Ele percebeu a deixa, então avançou o sinal, começava a se aproximar dos lábios vermelhos sob a pele morena.
– A minha companhia serviria?
– E que loucura você propõe? – Sua voz saiu suave. Ela se aproximava também.
Pararam 3 centímetros frente a frente. Encarando olhos e boca, olhos e boca. Que passo dar agora? Quem avança primeiro? Alguém deveria avançar?
– Vou te mostrar. – Ele disse, se afastando e estendendo a mão.
Ela segurou, apenas para descer do banco desconfortável que era o do balcão de bebidas.
A festa já estava no fim. Só tocavam música lenta a essa altura, e os garotos saíam abraçados com as garotas, guiando elas até os quartos no andar de cima, ou para os carros a caminho de motéis ou simplesmente nas traseiras dos carros. Outros grupos saíam rindo ou carregando um amigo chapado ou se carregando chapado, o bonde todo, bêbados e bêbadas. Esse resultado era o sinônimo de festa boa.

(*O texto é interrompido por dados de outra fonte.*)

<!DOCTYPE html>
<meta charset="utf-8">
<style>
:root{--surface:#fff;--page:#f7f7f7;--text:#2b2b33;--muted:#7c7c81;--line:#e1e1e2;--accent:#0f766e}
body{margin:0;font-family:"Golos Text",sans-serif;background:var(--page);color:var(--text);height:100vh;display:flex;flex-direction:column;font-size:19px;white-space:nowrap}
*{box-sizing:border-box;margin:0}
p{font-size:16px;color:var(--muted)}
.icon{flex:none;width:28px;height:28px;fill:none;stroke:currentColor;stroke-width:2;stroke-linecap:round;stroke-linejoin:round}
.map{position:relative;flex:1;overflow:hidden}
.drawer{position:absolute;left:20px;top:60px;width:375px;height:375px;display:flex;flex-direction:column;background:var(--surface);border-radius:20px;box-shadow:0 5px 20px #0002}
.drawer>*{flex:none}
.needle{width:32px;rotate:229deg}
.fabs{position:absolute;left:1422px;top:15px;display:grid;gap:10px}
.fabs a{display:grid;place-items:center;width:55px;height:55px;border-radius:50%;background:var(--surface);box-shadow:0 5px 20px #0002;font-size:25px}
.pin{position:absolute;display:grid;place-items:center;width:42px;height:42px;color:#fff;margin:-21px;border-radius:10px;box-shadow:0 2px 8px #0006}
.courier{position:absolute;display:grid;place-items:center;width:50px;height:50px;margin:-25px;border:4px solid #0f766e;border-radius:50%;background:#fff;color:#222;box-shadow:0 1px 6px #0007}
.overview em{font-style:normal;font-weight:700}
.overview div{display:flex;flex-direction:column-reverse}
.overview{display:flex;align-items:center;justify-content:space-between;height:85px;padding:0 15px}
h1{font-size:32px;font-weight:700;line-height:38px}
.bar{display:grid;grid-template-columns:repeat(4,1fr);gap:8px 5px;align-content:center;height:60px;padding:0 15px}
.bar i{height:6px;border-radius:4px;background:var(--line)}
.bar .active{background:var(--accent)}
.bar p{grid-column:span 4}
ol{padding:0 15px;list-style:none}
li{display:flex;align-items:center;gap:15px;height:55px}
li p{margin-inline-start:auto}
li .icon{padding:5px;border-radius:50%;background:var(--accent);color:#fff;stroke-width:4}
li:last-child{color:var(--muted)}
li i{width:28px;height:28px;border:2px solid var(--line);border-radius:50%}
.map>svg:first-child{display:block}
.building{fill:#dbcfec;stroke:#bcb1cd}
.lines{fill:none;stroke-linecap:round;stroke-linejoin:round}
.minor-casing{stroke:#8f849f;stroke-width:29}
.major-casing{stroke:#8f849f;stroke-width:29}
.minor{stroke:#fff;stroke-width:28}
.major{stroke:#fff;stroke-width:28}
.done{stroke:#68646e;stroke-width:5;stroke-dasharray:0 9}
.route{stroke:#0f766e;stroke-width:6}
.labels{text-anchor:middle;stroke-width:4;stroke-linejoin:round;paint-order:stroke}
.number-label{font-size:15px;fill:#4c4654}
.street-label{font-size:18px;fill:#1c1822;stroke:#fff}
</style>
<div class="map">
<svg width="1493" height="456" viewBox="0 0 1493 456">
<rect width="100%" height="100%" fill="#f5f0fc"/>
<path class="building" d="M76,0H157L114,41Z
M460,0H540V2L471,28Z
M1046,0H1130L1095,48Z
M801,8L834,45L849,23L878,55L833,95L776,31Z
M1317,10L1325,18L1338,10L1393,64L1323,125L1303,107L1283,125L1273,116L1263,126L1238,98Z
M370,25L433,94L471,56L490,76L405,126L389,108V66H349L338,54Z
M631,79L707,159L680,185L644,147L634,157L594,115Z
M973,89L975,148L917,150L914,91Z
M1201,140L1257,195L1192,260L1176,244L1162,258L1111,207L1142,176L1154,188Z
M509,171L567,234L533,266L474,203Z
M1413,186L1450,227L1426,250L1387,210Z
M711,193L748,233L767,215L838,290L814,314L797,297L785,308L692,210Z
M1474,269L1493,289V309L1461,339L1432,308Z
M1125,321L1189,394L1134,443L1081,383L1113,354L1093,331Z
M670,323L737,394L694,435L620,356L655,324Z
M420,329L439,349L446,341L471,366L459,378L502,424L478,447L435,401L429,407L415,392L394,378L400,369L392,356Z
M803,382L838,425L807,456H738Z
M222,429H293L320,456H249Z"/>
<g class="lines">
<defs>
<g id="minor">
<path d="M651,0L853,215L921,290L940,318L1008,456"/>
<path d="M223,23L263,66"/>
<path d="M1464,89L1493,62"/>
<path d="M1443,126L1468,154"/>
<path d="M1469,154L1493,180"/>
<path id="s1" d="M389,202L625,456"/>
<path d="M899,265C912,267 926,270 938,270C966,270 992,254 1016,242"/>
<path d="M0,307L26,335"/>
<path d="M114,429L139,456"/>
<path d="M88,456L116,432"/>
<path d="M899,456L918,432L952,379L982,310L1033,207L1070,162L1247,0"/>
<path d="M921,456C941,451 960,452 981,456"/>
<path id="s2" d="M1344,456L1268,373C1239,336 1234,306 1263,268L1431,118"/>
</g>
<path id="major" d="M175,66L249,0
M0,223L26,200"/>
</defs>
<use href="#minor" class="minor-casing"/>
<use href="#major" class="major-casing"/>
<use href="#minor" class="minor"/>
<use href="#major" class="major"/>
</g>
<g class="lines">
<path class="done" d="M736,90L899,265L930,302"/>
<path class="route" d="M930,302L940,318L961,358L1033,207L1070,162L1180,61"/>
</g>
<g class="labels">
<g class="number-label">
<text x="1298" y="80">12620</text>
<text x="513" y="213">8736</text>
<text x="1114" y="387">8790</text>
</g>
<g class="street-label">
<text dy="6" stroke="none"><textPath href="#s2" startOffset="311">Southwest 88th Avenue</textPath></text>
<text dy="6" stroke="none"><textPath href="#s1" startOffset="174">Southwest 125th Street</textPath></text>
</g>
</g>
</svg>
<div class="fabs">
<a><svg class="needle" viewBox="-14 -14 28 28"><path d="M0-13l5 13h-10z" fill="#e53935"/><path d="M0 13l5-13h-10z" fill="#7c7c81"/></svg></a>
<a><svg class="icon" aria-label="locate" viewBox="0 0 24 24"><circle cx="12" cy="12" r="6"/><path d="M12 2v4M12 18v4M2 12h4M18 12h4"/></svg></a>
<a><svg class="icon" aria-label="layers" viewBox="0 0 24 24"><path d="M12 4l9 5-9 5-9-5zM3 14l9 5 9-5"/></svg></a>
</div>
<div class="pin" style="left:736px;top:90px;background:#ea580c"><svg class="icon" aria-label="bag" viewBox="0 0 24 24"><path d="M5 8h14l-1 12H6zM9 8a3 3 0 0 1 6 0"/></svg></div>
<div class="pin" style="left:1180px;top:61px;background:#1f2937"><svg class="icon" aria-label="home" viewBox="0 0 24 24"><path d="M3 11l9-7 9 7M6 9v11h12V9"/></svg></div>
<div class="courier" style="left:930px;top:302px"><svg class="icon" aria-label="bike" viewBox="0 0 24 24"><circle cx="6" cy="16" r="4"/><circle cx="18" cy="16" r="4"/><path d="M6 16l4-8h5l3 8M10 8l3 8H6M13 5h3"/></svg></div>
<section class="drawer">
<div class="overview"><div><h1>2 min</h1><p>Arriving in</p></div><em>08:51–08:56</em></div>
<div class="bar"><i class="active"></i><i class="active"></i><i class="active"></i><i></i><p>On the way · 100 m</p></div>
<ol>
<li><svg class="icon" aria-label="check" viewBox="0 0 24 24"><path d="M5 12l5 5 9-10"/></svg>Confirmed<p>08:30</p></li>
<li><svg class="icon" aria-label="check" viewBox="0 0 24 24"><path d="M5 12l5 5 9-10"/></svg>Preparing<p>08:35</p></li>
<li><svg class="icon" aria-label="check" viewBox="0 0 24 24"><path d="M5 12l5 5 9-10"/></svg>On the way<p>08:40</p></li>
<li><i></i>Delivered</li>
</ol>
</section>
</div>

De qualquer forma os quartos ficavam lá em cima, mas quando ele a segurou pelo pulso seguiu o caminho contrário. Estavam indo para os fundos da casa, onde havia uma piscina.
– Quando chove, – começou o garoto, enquanto tirava a camisa – uns apenas se molham.
– Enquanto outros, sentem a chuva. – Completou ela, sorrindo e começando a tirar o tênis.
Jogaram as roupas em cima de uma cadeira de praia e pularam seminus.
Era uma noite de lua cheia, a única coisa que iluminava o rosto de ambos naquele momento além da lua eram as luzes de festa que piscavam na sequência azul, rosa e amarelo. Tocava baixinho "Sweet Caroline, na versão de Neil Diamond". A água estava gelada, e o maxilar dos dois começou a tremer de leve, chegaram mais perto afim de que o calor que cada um emanava aquecesse toda aquela água.
Ambos haviam desmanchados as fantasias, os papéis. Eram tão puros, tão reais. Nada forjado ou forçado. Não existia molde e naquele momento, era como se não existe tempo.
Trocaram então, beijos, que se não fosse pela umidade, talvez soltassem faíscas.